● Task details
A bare number is the expected answer: the count of lines in the records that contain the word "sans".

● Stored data
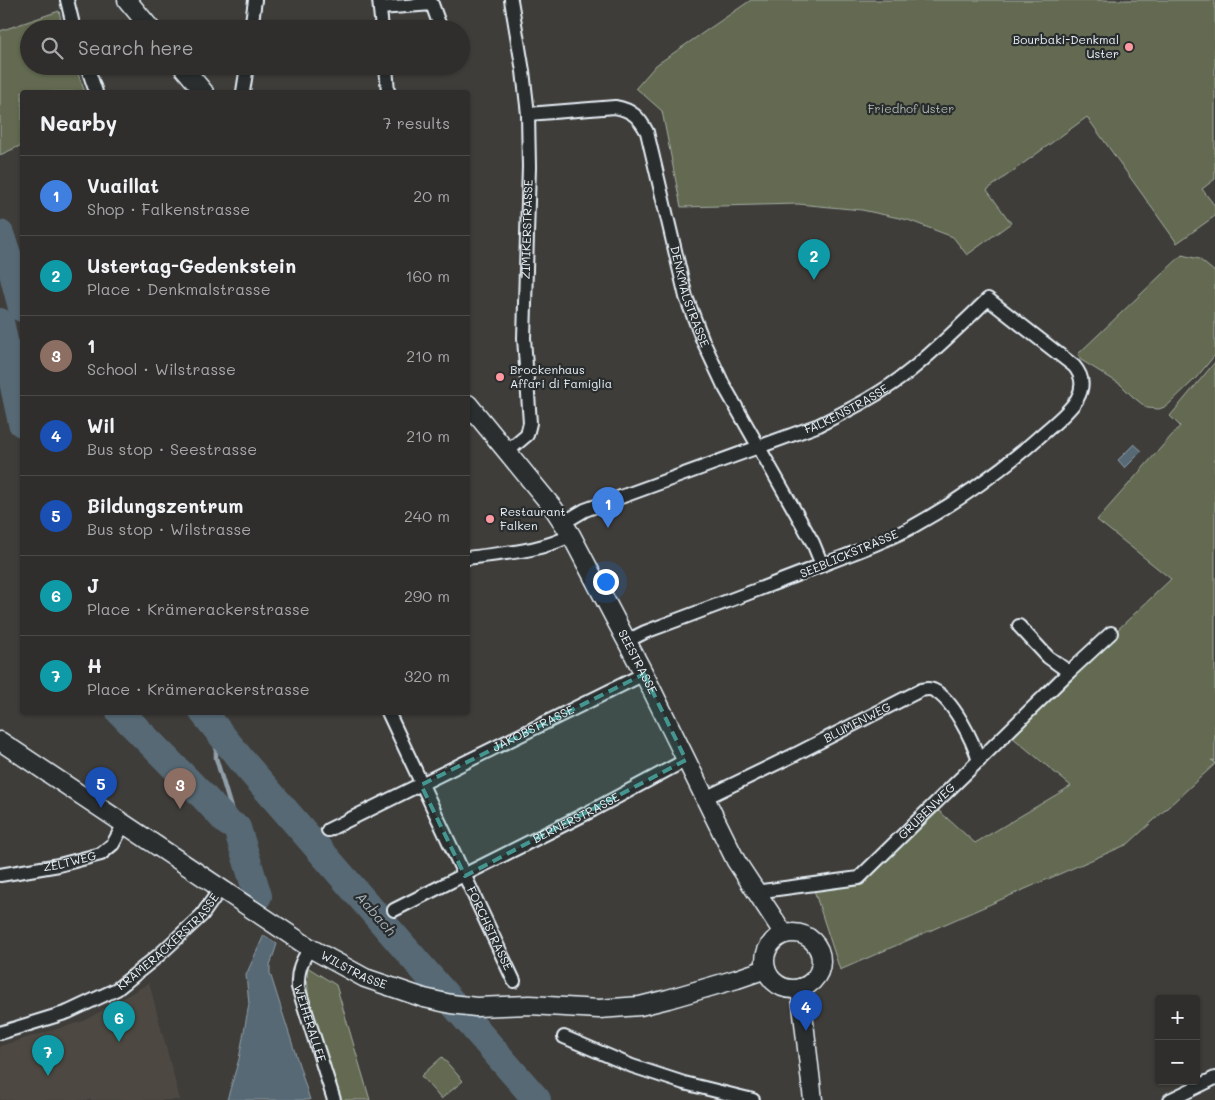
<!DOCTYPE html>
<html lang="en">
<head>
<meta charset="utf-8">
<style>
  :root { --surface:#2f2e2c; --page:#3b3a38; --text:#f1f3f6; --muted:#a7a8a9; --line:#4a4a48; --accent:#ff9aa2 }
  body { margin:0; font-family:Mali,sans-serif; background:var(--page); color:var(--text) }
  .controls { position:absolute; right:15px; bottom:15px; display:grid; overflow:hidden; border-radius:5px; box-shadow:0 1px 4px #0004 }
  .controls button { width:45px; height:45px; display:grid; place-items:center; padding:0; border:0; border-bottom:1px solid var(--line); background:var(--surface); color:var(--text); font:25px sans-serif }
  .you { position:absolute; left:605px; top:581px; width:18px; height:18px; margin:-12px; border:4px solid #fff; border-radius:50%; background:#1a73e8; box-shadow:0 0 0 8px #1a73e833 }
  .badge { display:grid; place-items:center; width:32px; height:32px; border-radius:50%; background:var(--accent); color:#fff; font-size:16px; font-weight:700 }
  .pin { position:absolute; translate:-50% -41px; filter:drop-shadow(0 1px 2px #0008) }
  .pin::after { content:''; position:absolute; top:26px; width:18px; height:15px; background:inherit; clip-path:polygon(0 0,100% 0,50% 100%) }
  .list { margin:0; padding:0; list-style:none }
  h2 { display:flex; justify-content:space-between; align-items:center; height:65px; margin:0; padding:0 20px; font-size:21px }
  h2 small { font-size:16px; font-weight:400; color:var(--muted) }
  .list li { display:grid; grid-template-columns:32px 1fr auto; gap:15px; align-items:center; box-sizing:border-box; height:80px; padding:0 20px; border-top:1px solid var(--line) }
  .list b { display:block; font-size:19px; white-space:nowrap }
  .list p { margin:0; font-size:16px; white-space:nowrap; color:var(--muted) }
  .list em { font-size:16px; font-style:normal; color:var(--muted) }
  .icon { flex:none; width:28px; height:28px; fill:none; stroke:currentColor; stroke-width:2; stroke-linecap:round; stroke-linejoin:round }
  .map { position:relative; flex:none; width:1215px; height:1100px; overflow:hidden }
  .search { position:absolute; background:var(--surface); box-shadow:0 1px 4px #0004; left:20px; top:20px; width:450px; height:55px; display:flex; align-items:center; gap:12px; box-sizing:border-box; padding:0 18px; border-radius:28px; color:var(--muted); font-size:19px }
  .panel { position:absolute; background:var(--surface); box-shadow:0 1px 4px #0004; left:20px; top:90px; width:450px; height:625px; border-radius:5px }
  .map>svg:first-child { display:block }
</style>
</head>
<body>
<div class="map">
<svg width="1215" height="1100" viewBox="0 0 1215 1100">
  <rect width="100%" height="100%" fill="#3f3d3a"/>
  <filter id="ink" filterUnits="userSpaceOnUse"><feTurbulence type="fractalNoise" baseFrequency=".02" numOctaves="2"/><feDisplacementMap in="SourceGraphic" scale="10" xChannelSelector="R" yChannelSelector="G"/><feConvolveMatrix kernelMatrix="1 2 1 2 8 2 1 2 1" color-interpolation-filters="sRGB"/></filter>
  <g filter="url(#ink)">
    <path fill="#4e4843" d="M149,983L180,1100H0V1046L84,1021Z"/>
    <g fill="#636b51" stroke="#a6aea4">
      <path d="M751,0H1215V179L1202,189L1215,206V216L1177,243L1087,117L987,190L1011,223L967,255L953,237L908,220L862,210L798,204L681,207L662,111L636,88L656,65Z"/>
      <path d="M59,11L63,29H29V66H75L85,92H22V145L0,155V31Z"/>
      <path d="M1182,255L1199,259L1215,272V355L1196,378L1167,406L1159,409L1147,408L1132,396L1120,384L1081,360L1078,354Z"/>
      <path d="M1215,362V761L1211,760L1215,762V764L1128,844L840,970L814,890L862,882L939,811L975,843L1071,786L1012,737L1072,673L1171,579L1097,520L1180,426L1170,416Z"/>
      <path d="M307,967L336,985L370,1100H341L308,995Z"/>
      <path d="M442,1057L463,1081L441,1099L421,1076Z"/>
    </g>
    <g fill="#576974" stroke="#919fa9">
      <path d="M1134,444L1142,451L1125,468L1118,460Z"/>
      <path d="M264,935L277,944L270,965V973L310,1100H227L239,1059L249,1004L246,975Z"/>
    </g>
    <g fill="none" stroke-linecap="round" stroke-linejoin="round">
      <path stroke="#919fa9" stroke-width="4.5" d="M216,727V758L237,828"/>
      <g stroke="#576974" stroke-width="28">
        <path d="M0,234L10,262L22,308"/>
        <path d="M0,322L22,423"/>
        <path d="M120,712L202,795L227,822L237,828L258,896"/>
        <path d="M203,712L243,762L537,1100"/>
      </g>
      <defs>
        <g id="street">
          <path d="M67,0L74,29"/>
          <path d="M379,0L382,29"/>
          <path d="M380,8L432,4L441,29"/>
          <path d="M251,29L255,0"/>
          <path d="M87,66L96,92"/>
          <path d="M386,66L388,92"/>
          <path d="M243,92L247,66"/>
          <path id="s1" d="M528,114L615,107C632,110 639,117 647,132L686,297L703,341L723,384L813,543L822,565"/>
          <path id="s2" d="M508,451L527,435L530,423L524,338L529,167L528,114L523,71L511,0"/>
          <path id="s3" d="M563,523L585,510L819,425C851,409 883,393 911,370C938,348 963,323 988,299L1074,366C1096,391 1065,414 1047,430C1006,467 961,500 912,527C883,543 852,553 822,565C763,588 704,610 645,632L627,641"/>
          <path d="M468,558C501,553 541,552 571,535"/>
          <path d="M1019,626L1048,657L1069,672"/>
          <path id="s4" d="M388,712L514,981"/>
          <path id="s5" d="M705,798L796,754L921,690C926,689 929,688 933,690C953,699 973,741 979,761"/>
          <path id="s6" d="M328,830L644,674"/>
          <path id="s7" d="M0,875L59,865L101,854L113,844L124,824"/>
          <path id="s8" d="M755,892L859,878L1069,672L1111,633"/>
          <path id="s9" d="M394,910L593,810L686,760"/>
          <path id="s10" d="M310,948C301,962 297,971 298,987L334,1100"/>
          <path id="s11" d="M0,1033L68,1012L117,989L159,955L202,915L221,888"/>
          <path d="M564,1037L632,1066L684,1083L753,1100"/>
          <path d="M1170,1100L1215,1078"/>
        </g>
        <g id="secondary">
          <path d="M127,0L151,29"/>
          <path d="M182,66L204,92"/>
          <path id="s12" d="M468,404L554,509L571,535L644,674L736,861L784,934"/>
          <path id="s13" d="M0,741L310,948L365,978L424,998L451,1004L476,1007L530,1005L599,1009L640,1006L668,999L737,979L766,969"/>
          <circle cx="793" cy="961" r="28"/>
          <path d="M800,988L813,1100"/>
        </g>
      </defs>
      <use href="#street" stroke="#e8f1f8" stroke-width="16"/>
      <use href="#secondary" stroke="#e8f1f8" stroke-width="21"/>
      <use href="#street" stroke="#2a2d2e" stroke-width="12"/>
      <use href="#secondary" stroke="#2a2d2e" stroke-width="18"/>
    </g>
  </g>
  <path fill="#459590" fill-opacity="0.2" stroke="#459590" stroke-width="4" stroke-dasharray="10 6" stroke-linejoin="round" d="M644,674L686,760L465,876L421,785Z"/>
  <g fill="#ff9aa2" stroke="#2a2d2e" stroke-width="2">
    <circle cx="1129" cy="47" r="5"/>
    <circle cx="500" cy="377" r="5"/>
    <circle cx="490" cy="519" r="5"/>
  </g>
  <g text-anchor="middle" stroke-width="4.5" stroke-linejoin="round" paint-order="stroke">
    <g font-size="12" fill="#e8f1f8" stroke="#2a2d2e" text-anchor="start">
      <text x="1119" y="44" text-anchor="end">Bourbaki-Denkmal<tspan x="1119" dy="14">Uster</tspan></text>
      <text x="510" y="374">Brockenhaus<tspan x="510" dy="14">Affari di Famiglia</tspan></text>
      <text x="500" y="516">Restaurant<tspan x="500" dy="14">Falken</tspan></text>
    </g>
    <g font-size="12" fill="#acb5ad" stroke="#2a2d2e">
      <text x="911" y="113">Friedhof Uster</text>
    </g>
    <g font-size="12" fill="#e8f1f8" stroke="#2a2d2e">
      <text dy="4" stroke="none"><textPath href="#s2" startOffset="231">ZIMIKERSTRASSE</textPath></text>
      <text dy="4" stroke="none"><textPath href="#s1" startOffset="300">DENKMALSTRASSE</textPath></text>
      <text dy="4" stroke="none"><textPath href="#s3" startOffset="306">FALKENSTRASSE</textPath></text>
      <text transform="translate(849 554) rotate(-23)" y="4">SEEBLICKSTRASSE</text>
      <text dy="4" stroke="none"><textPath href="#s12" startOffset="310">SEESTRASSE</textPath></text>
      <text dy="4" stroke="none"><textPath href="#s5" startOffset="170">BLUMENWEG</textPath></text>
      <text dy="4" stroke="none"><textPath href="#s6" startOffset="229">JAKOBSTRASSE</textPath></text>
      <text dy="4" stroke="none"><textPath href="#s8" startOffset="200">GRUBENWEG</textPath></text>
      <text dy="4" stroke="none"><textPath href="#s9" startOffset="204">BERNERSTRASSE</textPath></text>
      <text dy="4" stroke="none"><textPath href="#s7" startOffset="71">ZELTWEG</textPath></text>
      <text dy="4" stroke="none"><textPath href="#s4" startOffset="239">FORCHSTRASSE</textPath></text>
      <text dy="4" stroke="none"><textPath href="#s11" startOffset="195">KRÄMERACKERSTRASSE</textPath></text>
      <text dy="4" stroke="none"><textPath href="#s13" startOffset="422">WILSTRASSE</textPath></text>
      <text dy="4" stroke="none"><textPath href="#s10" startOffset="80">WEIHERALLEE</textPath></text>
    </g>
    <g font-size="14" font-style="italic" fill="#a7b4bd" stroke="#2a2d2e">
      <text transform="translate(376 914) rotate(49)" y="5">Aabach</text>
    </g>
  </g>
</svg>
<div class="controls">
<button>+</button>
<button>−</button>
</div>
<div class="you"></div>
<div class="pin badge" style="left:608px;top:528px;background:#3f7fe0">1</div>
<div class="pin badge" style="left:814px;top:280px;background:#0f9aa8">2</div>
<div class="pin badge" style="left:180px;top:809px;background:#8d6e63">3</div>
<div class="pin badge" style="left:806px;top:1031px;background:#1a4fb4">4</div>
<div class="pin badge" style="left:101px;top:808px;background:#1a4fb4">5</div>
<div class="pin badge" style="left:119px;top:1042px;background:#0f9aa8">6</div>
<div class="pin badge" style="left:48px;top:1076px;background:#0f9aa8">7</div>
<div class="search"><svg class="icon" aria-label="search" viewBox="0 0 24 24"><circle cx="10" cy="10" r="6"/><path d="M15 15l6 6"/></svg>Search here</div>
<section class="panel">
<h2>Nearby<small>7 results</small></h2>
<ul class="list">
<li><span class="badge" style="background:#3f7fe0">1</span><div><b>Vuaillat</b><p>Shop · Falkenstrasse</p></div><em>20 m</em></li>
<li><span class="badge" style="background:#0f9aa8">2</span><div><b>Ustertag-Gedenkstein</b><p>Place · Denkmalstrasse</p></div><em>160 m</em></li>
<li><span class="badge" style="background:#8d6e63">3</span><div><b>1</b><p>School · Wilstrasse</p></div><em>210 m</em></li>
<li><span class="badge" style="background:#1a4fb4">4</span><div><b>Wil</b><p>Bus stop · Seestrasse</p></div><em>210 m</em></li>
<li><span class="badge" style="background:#1a4fb4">5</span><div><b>Bildungszentrum</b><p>Bus stop · Wilstrasse</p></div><em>240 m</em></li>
<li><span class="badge" style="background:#0f9aa8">6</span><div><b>J</b><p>Place · Krämerackerstrasse</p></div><em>290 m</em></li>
<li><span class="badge" style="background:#0f9aa8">7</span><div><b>H</b><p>Place · Krämerackerstrasse</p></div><em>320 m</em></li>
</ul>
</section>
</div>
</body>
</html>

● Answer to this task
2